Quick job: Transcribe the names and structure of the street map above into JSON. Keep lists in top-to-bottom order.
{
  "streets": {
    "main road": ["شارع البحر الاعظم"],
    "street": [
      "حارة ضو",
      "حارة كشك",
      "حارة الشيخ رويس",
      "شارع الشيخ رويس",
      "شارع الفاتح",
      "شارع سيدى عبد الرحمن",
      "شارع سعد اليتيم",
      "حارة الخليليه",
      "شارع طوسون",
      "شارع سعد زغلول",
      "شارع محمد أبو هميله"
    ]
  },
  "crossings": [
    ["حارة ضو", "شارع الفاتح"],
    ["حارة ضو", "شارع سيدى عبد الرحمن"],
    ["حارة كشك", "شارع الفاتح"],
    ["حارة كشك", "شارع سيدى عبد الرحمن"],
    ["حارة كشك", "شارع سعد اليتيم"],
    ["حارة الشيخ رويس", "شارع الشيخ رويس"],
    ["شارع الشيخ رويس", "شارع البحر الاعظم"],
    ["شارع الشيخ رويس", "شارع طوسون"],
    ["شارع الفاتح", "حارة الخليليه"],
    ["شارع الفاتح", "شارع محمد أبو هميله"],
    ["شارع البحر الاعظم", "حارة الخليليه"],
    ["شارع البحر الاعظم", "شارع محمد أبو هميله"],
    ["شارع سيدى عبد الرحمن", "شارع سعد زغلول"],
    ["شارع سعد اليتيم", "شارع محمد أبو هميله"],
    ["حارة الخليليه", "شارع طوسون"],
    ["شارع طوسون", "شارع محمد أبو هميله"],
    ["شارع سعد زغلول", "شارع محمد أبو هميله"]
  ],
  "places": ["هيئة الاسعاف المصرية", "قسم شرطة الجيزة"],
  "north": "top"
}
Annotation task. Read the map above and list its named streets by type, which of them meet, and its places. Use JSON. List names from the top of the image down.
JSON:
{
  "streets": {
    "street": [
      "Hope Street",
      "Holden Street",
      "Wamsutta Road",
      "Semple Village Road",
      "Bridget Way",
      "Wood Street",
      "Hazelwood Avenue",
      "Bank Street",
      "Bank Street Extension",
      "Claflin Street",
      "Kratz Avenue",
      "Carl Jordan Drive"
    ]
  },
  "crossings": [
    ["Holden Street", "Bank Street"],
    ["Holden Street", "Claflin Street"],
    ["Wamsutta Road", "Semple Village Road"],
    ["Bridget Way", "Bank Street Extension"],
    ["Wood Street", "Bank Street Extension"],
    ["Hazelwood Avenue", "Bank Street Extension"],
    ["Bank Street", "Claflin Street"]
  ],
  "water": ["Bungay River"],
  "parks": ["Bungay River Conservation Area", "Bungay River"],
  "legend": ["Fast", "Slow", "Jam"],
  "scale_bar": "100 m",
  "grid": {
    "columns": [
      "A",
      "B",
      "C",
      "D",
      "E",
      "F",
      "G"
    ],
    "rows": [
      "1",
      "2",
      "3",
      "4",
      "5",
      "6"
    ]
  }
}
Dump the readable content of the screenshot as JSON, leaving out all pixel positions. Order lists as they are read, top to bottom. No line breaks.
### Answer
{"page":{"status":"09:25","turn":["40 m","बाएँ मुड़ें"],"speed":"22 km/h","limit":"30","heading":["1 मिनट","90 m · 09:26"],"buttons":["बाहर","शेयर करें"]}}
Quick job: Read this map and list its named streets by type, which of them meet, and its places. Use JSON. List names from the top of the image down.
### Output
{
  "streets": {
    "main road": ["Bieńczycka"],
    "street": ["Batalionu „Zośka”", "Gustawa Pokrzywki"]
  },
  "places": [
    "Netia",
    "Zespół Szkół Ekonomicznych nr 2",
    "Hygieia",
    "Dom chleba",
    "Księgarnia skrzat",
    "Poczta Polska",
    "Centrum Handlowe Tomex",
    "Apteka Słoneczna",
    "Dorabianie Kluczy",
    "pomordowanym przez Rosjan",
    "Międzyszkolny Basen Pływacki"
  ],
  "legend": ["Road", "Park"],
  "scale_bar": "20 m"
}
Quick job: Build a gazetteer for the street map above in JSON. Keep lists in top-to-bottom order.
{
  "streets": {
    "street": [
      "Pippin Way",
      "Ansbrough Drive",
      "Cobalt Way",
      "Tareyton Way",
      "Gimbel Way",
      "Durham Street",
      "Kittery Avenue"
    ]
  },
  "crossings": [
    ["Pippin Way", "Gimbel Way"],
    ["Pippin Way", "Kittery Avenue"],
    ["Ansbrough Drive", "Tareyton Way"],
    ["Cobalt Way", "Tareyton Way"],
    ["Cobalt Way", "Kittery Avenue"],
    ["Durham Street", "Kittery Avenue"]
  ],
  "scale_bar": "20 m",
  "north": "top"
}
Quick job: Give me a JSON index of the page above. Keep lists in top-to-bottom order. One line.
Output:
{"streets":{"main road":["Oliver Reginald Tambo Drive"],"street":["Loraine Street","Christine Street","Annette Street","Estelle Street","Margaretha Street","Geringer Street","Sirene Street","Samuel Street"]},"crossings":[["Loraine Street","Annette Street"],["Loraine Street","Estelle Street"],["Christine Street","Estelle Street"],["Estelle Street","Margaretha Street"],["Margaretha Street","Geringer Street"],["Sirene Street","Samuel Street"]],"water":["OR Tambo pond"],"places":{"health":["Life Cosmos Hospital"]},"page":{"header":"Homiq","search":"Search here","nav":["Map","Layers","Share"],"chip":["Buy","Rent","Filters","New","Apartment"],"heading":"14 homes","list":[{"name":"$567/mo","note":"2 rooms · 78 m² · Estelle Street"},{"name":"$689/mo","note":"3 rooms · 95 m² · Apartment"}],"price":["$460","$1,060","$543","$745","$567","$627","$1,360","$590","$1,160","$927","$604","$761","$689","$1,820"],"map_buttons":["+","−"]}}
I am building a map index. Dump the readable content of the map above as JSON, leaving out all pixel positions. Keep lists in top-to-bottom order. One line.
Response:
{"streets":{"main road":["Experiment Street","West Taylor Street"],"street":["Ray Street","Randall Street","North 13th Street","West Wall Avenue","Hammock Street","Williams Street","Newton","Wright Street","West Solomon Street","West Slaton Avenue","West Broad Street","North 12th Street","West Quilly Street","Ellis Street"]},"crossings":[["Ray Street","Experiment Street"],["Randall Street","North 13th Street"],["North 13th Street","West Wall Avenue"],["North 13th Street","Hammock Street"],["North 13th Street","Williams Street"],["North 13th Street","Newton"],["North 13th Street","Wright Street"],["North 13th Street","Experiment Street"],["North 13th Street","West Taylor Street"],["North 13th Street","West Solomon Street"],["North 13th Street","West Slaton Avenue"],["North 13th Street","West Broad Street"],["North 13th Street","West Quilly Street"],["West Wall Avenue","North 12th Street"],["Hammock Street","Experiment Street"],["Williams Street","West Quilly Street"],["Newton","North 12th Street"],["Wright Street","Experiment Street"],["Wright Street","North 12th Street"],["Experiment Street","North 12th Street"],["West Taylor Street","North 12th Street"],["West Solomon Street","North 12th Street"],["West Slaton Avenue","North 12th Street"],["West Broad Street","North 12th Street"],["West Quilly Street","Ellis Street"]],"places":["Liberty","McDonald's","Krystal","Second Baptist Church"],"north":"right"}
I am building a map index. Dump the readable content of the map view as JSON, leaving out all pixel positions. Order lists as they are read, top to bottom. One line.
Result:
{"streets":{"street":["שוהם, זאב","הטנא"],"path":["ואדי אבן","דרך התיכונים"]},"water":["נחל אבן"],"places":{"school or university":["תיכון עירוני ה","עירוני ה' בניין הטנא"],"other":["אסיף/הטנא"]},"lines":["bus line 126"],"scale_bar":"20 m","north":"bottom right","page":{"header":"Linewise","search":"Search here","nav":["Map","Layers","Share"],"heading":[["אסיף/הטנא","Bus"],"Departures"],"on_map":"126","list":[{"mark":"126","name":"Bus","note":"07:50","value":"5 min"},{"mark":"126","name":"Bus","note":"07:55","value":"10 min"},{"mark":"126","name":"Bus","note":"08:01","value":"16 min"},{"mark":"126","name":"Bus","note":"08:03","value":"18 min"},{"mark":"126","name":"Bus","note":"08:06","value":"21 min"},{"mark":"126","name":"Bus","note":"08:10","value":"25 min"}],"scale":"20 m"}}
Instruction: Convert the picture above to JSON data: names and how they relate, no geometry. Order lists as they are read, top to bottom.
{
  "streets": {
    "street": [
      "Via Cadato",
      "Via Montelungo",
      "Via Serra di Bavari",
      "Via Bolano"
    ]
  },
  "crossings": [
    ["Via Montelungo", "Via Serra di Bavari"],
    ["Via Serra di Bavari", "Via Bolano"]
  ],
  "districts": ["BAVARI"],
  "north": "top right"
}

━━━━

TASK DETAILS >> All lines of the records above that carry the word "type" should be listed.

EXERCISE OUTPUT >>
Annotation task. Read the map above and list its named streets by type, which of them meet, and its places. Use JSON. List names from the top of the image down.
Quick job: Read this map and list its named streets by type, which of them meet, and its places. Use JSON. List names from the top of the image down.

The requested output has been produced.